A Cross Dressing Story

  They were the "volunteers" enlisted into the various concert parties which were used to keep up morale amongst the troops. Many of them were probably closet trannies anyway, glad of a chance to slip into a frock, but even those who weren't at least learned a trade they could use in civilian life. One far more useful than killing people. And use it they did, taking their feminine tricks of the trade onto theatre stages throughout the country in all-male revues that were highly successful into the 1920's and beyond. One of the most celebrated wartime concert parties had been called Les Rouges et Noir in France, but changed its name back to splinters back in Britain. The cast of cross-dressed ex-soldiers played to full houses in Shaftesbury Avenue and the London Coliseum before launching a provincial tour that ran with various changes of company for another twenty years.  

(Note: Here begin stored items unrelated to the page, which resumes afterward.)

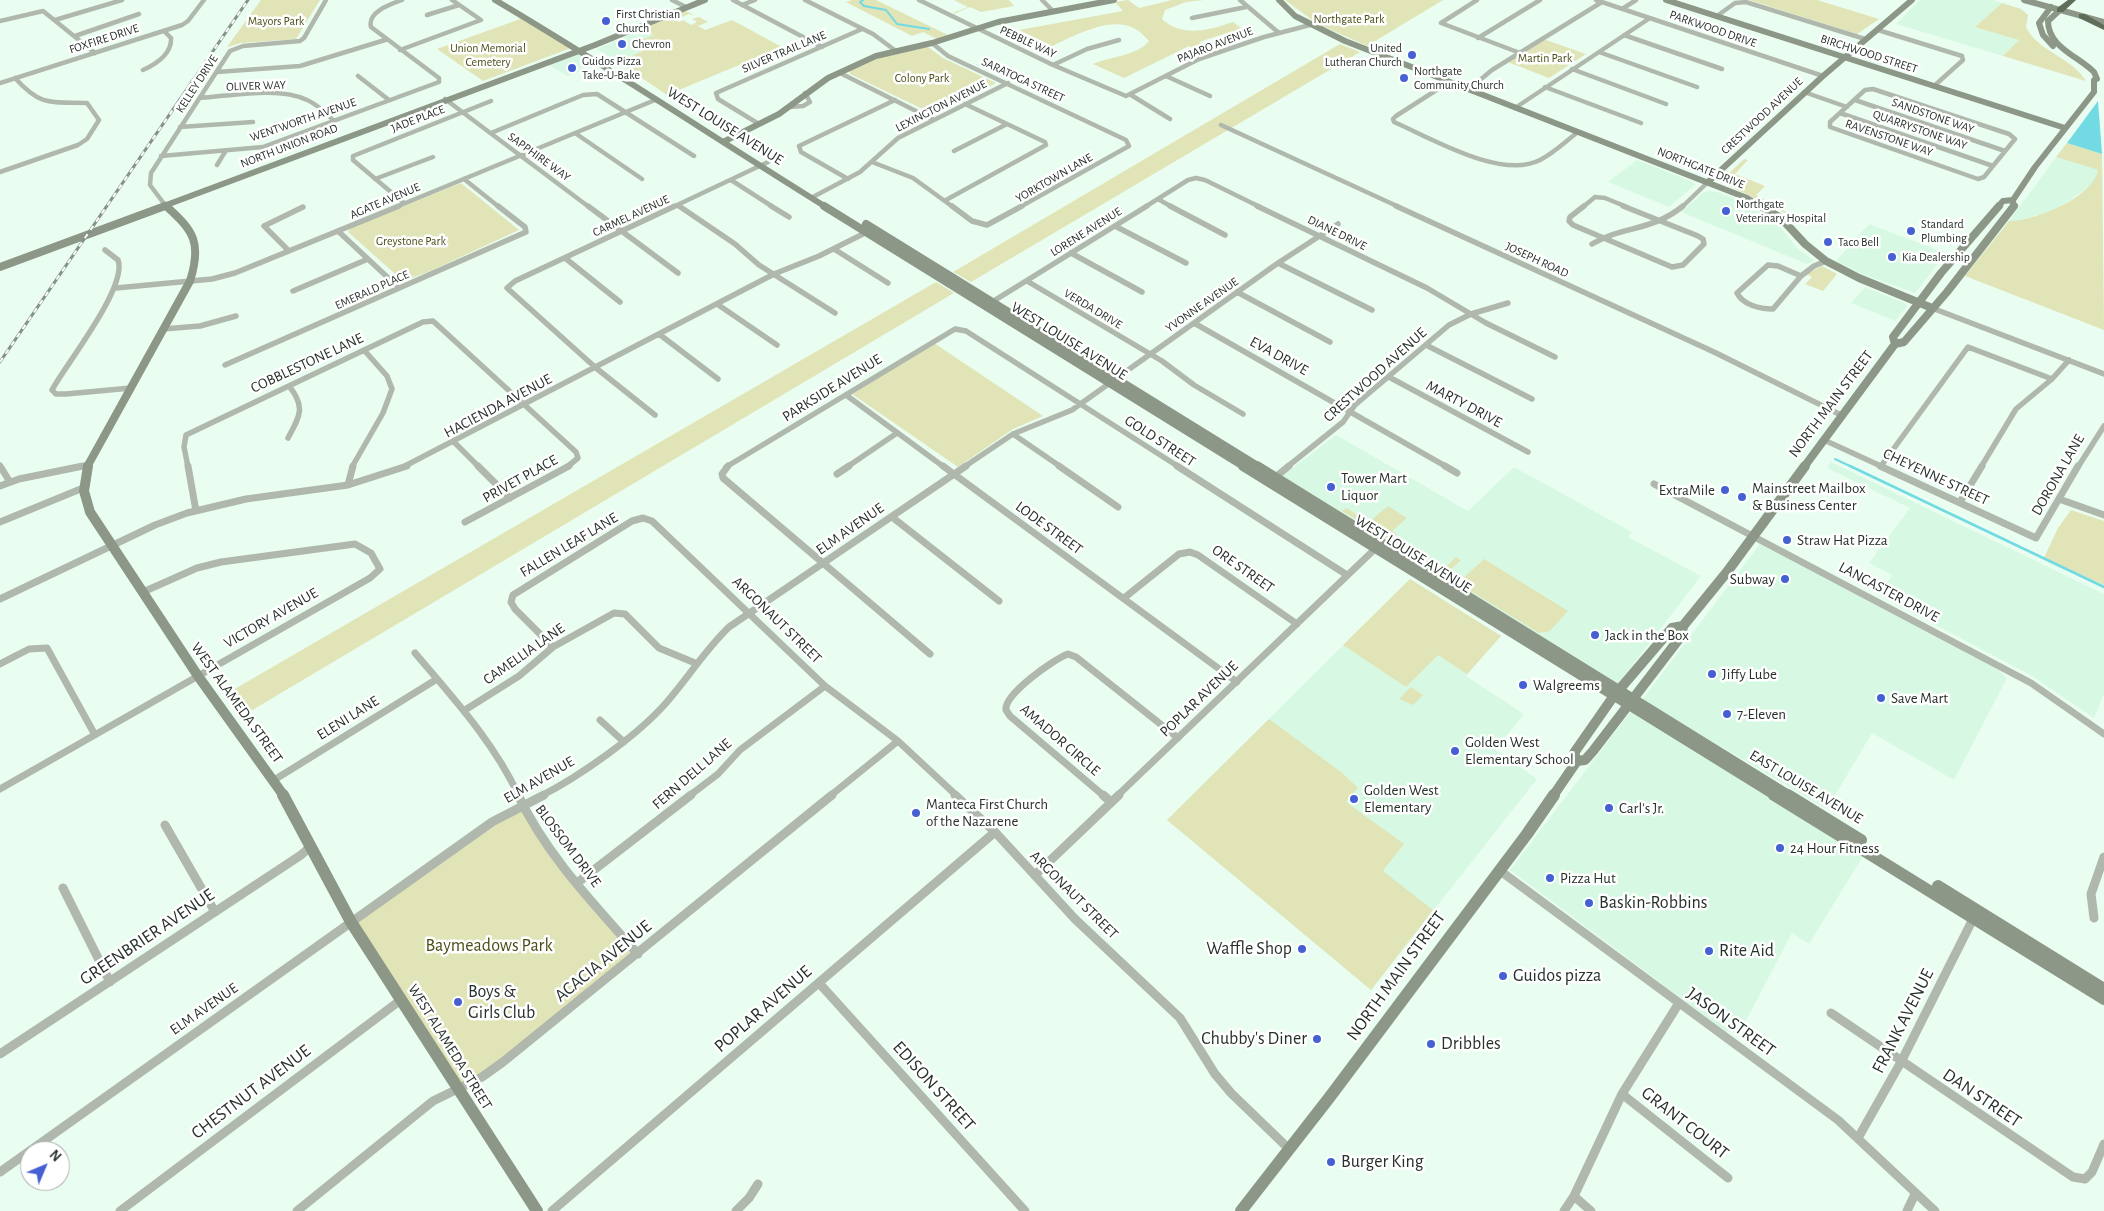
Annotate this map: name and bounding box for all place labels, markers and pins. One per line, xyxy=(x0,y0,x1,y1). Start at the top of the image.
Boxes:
place label: First Christian Church xyxy=(616,7,680,35)
marker: First Christian Church xyxy=(600,15,612,27)
place label: Chevron xyxy=(632,37,671,51)
marker: Chevron xyxy=(616,38,628,50)
place label: United Lutheran Church xyxy=(1325,41,1402,69)
marker: United Lutheran Church xyxy=(1406,49,1418,61)
place label: Guidos Pizza Take-U-Bake xyxy=(582,54,641,82)
marker: Guidos Pizza Take-U-Bake xyxy=(566,62,578,74)
place label: Northgate Community Church xyxy=(1414,64,1504,92)
marker: Northgate Community Church xyxy=(1398,72,1410,84)
place label: Northgate Veterinary Hospital xyxy=(1736,197,1826,225)
marker: Northgate Veterinary Hospital xyxy=(1720,205,1732,217)
place label: Standard Plumbing xyxy=(1921,217,1967,245)
marker: Standard Plumbing xyxy=(1905,225,1917,237)
place label: Taco Bell xyxy=(1838,235,1879,249)
marker: Taco Bell xyxy=(1822,236,1834,248)
place label: Kia Dealership xyxy=(1902,250,1970,264)
marker: Kia Dealership xyxy=(1886,251,1898,263)
place label: Tower Mart Liquor xyxy=(1341,469,1407,504)
place label: Mainstreet Mailbox & Business Center xyxy=(1752,479,1866,514)
marker: Tower Mart Liquor xyxy=(1325,481,1337,493)
place label: ExtraMile xyxy=(1659,481,1715,499)
marker: ExtraMile xyxy=(1719,484,1731,496)
marker: Mainstreet Mailbox & Business Center xyxy=(1736,491,1748,503)
place label: Straw Hat Pizza xyxy=(1797,531,1888,549)
marker: Straw Hat Pizza xyxy=(1781,534,1793,546)
place label: Subway xyxy=(1730,570,1775,588)
marker: Subway xyxy=(1779,573,1791,585)
place label: Jack in the Box xyxy=(1605,626,1689,644)
marker: Jack in the Box xyxy=(1589,629,1601,641)
place label: Jiffy Lube xyxy=(1722,665,1777,683)
marker: Jiffy Lube xyxy=(1706,668,1718,680)
place label: Walgreems xyxy=(1533,676,1600,694)
marker: Walgreems xyxy=(1517,679,1529,691)
place label: Save Mart xyxy=(1891,689,1948,707)
marker: Save Mart xyxy=(1875,692,1887,704)
place label: 7-Eleven xyxy=(1737,705,1786,723)
marker: 7-Eleven xyxy=(1721,708,1733,720)
place label: Golden West Elementary School xyxy=(1465,733,1574,768)
marker: Golden West Elementary School xyxy=(1449,745,1461,757)
place label: Golden West Elementary xyxy=(1364,781,1439,816)
marker: Golden West Elementary xyxy=(1348,793,1360,805)
place label: Manteca First Church of the Nazarene xyxy=(926,795,1048,830)
place label: Carl's Jr. xyxy=(1619,799,1664,817)
marker: Carl's Jr. xyxy=(1603,802,1615,814)
marker: Manteca First Church of the Nazarene xyxy=(910,807,922,819)
place label: 24 Hour Fitness xyxy=(1790,839,1879,857)
marker: 24 Hour Fitness xyxy=(1774,842,1786,854)
place label: Pizza Hut xyxy=(1560,869,1616,887)
marker: Pizza Hut xyxy=(1544,872,1556,884)
place label: Baskin-Robbins xyxy=(1599,892,1707,914)
marker: Baskin-Robbins xyxy=(1583,897,1595,909)
place label: Waffle Shop xyxy=(1206,938,1292,960)
place label: Rite Aid xyxy=(1719,940,1774,962)
marker: Waffle Shop xyxy=(1296,943,1308,955)
marker: Rite Aid xyxy=(1703,945,1715,957)
place label: Guidos pizza xyxy=(1513,965,1601,987)
marker: Guidos pizza xyxy=(1497,970,1509,982)
place label: Boys & Girls Club xyxy=(468,981,535,1024)
marker: Boys & Girls Club xyxy=(452,996,464,1008)
place label: Chubby's Diner xyxy=(1201,1028,1307,1050)
marker: Chubby's Diner xyxy=(1311,1033,1323,1045)
place label: Dribbles xyxy=(1441,1033,1501,1055)
marker: Dribbles xyxy=(1425,1038,1437,1050)
place label: Burger King xyxy=(1341,1151,1424,1173)
marker: Burger King xyxy=(1325,1156,1337,1168)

  The success of another concert party has been uncovered by researcher Peter Farrer for a recently published book. He found a review of their show in the British Army newspaper The Balkin News, which listed seven men playing girls' parts. The star part of Lizzie was played by Private T Wardle who "has a future to be envied", the paper reported, "with charming manners and soprano voice." The paper continued to gush: "The costumes must have been one of the many surprises. One hardly expects to find these things in a troupe from "up the line", but they were splendid, espacially Lizzie's who had to reveal the contents of her boudoir more than once." On the whole, it sounds like Private Wardle had a bad war. As well as a third-party review of the concert party, we have a first hand account of what it was like to be a male actress in those days. For luckily one member of the cast wrote to the newspaper "Bits of Fun", which Peter Farrer has used as reference for his collection "Confidential Correspondence Part II 1916-1920" Regular readers will remember that the first part of this collection was reviewed in our last issue. Peter Farrer has now followed it up with another batch of letters, almost 300 in total, which provide further fascinating information about cross-dressing in that period. The writer of the letter was a sergeant in the Mechanical Transport section, who had been a closet TV since he was a small boy. Suddenly, the war had given him the opportunity to wear his fantasy clothes in public for the very first time.  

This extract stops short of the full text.